→ Task inputs
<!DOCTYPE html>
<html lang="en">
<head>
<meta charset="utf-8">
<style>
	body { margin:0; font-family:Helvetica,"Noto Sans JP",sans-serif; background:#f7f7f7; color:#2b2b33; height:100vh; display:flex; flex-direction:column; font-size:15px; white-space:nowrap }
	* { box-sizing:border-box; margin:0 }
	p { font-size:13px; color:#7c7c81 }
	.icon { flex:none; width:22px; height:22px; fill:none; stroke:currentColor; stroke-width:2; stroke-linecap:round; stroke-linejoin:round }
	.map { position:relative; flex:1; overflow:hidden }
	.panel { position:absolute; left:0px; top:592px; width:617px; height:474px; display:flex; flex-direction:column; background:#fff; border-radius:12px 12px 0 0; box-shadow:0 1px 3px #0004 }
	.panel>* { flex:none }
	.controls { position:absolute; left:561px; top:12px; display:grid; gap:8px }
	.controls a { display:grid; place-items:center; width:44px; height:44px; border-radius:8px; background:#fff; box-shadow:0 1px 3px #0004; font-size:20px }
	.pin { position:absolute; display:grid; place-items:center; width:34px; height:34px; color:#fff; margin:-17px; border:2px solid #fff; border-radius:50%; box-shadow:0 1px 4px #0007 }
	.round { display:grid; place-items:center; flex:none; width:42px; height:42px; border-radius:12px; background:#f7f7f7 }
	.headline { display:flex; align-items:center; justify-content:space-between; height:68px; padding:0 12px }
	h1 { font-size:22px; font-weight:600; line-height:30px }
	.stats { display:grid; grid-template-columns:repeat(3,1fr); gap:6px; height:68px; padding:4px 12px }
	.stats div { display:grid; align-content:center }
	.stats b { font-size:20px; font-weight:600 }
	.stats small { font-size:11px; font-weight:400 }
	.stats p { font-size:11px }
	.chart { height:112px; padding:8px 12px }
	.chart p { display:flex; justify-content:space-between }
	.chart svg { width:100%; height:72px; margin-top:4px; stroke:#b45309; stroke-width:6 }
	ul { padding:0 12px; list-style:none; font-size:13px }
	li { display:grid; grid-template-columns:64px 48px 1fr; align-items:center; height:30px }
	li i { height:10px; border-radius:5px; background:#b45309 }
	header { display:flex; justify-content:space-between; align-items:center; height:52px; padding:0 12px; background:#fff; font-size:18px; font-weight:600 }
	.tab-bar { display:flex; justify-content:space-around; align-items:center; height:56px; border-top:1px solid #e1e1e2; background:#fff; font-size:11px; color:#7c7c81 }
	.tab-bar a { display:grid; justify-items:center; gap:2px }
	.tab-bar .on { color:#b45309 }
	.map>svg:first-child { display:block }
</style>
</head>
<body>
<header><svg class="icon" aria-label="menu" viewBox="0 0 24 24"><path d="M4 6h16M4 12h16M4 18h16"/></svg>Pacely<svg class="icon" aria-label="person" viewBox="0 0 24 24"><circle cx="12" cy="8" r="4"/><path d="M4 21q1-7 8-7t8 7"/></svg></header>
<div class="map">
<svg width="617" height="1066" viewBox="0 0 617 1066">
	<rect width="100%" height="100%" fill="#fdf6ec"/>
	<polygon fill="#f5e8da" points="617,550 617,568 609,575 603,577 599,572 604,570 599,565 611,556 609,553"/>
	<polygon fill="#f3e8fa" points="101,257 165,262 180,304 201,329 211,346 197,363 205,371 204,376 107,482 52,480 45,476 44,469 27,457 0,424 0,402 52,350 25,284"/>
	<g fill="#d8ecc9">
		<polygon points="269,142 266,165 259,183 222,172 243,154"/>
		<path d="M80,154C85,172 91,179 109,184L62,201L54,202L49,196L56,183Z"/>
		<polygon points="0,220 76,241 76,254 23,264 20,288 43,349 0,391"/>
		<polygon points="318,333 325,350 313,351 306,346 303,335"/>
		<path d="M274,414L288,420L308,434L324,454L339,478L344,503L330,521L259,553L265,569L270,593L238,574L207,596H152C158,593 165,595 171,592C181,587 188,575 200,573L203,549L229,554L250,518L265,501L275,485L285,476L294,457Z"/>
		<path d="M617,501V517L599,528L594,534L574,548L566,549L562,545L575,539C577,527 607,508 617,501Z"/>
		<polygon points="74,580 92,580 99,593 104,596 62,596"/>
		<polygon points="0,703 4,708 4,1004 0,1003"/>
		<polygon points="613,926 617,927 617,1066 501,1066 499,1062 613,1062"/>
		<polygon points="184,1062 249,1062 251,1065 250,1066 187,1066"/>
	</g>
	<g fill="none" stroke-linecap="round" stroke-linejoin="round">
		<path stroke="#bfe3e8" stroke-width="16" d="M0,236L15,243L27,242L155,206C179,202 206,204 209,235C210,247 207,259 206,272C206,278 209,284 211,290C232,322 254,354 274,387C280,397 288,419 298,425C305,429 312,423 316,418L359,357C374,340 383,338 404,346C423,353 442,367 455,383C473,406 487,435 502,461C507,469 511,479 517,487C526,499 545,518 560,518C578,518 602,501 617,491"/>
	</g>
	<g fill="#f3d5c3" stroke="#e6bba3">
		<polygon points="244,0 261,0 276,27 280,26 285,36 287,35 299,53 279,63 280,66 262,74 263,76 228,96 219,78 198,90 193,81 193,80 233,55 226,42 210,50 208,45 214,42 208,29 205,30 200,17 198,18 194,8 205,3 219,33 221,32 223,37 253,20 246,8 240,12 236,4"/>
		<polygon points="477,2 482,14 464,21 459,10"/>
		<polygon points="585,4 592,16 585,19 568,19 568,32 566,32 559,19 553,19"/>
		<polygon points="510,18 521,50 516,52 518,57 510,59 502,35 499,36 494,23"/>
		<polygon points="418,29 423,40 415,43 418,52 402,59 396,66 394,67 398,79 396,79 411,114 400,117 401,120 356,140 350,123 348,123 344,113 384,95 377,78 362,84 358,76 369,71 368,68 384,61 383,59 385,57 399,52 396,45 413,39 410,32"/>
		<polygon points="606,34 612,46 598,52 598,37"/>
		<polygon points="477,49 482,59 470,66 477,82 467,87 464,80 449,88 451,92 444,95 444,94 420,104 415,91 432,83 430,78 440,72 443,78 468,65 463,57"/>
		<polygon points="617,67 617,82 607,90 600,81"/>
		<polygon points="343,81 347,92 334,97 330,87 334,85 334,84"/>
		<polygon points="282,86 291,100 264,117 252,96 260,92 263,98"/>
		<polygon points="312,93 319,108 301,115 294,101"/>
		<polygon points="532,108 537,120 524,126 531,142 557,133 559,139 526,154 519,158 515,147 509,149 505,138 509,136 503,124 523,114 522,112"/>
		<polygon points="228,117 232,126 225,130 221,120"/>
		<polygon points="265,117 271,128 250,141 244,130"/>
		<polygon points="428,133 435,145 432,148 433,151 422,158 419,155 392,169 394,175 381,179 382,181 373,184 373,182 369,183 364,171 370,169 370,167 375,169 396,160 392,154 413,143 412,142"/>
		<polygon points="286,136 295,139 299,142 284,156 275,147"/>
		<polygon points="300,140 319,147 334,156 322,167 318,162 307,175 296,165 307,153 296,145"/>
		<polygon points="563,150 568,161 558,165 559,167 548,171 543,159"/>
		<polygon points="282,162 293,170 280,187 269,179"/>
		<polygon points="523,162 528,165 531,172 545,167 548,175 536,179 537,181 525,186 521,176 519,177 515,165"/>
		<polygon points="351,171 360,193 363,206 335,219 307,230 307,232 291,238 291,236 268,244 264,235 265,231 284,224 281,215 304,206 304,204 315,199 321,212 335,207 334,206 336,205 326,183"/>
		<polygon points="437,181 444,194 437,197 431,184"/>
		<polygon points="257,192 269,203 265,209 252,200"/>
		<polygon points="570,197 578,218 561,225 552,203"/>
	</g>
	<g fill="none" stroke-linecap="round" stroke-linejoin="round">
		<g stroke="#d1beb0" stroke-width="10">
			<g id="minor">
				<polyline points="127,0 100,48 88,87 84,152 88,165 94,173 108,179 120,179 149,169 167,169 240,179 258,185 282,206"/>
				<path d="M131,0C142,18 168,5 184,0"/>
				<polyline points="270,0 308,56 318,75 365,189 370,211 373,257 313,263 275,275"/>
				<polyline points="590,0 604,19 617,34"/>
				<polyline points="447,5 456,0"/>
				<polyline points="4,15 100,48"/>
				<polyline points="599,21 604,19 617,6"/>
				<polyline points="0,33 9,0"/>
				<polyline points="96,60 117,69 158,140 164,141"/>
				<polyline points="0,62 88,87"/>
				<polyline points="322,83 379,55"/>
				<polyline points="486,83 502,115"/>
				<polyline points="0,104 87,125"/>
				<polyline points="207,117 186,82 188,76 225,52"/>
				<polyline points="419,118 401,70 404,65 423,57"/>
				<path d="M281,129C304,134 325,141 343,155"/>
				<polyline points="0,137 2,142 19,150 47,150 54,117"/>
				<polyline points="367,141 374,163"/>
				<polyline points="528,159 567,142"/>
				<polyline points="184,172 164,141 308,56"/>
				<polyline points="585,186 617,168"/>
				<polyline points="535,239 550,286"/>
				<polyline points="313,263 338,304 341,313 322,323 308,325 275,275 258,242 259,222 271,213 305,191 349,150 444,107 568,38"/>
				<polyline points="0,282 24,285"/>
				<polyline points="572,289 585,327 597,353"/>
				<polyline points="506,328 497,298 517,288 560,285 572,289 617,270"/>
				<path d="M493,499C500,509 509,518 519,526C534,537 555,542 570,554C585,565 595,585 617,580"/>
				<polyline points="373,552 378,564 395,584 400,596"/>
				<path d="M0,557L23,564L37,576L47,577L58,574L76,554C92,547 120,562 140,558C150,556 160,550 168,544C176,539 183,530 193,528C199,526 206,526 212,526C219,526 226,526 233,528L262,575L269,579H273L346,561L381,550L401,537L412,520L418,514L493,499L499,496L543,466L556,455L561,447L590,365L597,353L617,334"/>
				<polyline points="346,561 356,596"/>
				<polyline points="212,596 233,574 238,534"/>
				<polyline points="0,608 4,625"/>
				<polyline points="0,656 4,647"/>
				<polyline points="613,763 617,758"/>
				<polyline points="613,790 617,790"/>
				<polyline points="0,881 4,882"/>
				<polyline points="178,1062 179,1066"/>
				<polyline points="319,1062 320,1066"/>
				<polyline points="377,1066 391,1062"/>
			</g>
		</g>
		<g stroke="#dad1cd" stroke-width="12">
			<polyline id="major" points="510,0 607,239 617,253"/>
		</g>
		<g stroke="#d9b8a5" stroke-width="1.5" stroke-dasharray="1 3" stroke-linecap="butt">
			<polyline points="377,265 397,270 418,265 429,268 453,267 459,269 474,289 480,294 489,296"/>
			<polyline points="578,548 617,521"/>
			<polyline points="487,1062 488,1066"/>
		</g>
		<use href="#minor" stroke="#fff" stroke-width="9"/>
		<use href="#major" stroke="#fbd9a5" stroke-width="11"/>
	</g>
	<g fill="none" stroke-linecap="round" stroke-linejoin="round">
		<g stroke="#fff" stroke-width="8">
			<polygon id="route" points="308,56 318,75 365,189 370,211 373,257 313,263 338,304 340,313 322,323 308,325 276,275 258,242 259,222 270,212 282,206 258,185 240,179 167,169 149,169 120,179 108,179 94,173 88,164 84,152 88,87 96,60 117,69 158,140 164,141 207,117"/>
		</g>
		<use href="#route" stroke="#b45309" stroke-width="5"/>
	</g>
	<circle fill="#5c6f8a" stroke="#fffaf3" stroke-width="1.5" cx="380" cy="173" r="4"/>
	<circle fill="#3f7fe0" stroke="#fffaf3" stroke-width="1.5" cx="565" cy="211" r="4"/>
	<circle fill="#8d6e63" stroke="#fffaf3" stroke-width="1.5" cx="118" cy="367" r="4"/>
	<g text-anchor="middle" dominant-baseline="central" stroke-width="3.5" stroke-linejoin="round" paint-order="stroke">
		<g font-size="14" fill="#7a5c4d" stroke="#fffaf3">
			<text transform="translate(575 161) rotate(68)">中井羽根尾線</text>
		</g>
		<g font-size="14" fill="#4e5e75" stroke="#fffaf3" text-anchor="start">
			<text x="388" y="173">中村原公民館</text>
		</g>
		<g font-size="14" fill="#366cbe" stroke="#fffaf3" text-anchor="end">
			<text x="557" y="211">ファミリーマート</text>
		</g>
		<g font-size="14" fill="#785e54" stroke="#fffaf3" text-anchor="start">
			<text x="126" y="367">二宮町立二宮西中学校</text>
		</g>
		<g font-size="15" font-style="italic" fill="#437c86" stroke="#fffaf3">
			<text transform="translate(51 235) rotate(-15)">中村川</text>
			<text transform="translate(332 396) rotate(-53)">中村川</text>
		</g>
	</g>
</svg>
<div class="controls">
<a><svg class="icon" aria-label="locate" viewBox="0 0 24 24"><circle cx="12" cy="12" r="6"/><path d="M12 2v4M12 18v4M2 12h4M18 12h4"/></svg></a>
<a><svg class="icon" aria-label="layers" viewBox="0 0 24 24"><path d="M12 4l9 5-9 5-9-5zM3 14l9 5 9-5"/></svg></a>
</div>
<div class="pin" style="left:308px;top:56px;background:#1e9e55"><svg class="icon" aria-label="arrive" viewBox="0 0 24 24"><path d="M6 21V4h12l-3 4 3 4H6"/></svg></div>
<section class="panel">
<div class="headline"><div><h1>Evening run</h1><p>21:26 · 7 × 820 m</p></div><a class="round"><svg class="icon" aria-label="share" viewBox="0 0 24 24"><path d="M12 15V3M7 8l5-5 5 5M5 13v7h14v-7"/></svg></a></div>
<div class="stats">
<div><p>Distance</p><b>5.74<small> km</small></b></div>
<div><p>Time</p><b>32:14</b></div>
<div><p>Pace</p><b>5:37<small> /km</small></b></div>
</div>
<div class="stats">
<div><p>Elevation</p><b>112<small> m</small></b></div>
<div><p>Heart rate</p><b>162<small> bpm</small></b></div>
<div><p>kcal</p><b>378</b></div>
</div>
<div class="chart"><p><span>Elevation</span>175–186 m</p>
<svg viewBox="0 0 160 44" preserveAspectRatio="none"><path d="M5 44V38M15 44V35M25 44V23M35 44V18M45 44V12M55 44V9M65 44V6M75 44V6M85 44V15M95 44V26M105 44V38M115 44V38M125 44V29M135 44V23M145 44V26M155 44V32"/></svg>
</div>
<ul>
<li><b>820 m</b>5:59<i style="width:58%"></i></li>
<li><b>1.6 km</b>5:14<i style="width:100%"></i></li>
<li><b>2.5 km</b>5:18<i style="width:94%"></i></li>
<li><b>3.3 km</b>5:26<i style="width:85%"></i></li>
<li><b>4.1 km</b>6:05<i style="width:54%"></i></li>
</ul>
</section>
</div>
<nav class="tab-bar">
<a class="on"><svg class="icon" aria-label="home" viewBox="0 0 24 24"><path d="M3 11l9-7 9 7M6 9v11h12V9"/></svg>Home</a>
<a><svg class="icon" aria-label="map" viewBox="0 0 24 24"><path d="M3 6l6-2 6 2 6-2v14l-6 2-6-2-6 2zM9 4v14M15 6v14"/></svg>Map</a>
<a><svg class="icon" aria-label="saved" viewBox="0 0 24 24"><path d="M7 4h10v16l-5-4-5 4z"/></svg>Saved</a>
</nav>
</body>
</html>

→ Your task
Go through the listing above and write out exactly the lines starting with the one holding "position:absolute; left:561px; top:12px;" and running through the one holding "display:grid; place-items:center; width:44px;", ends included, and no others.

→ Finished exercise
	.controls { position:absolute; left:561px; top:12px; display:grid; gap:8px }
	.controls a { display:grid; place-items:center; width:44px; height:44px; border-radius:8px; background:#fff; box-shadow:0 1px 3px #0004; font-size:20px }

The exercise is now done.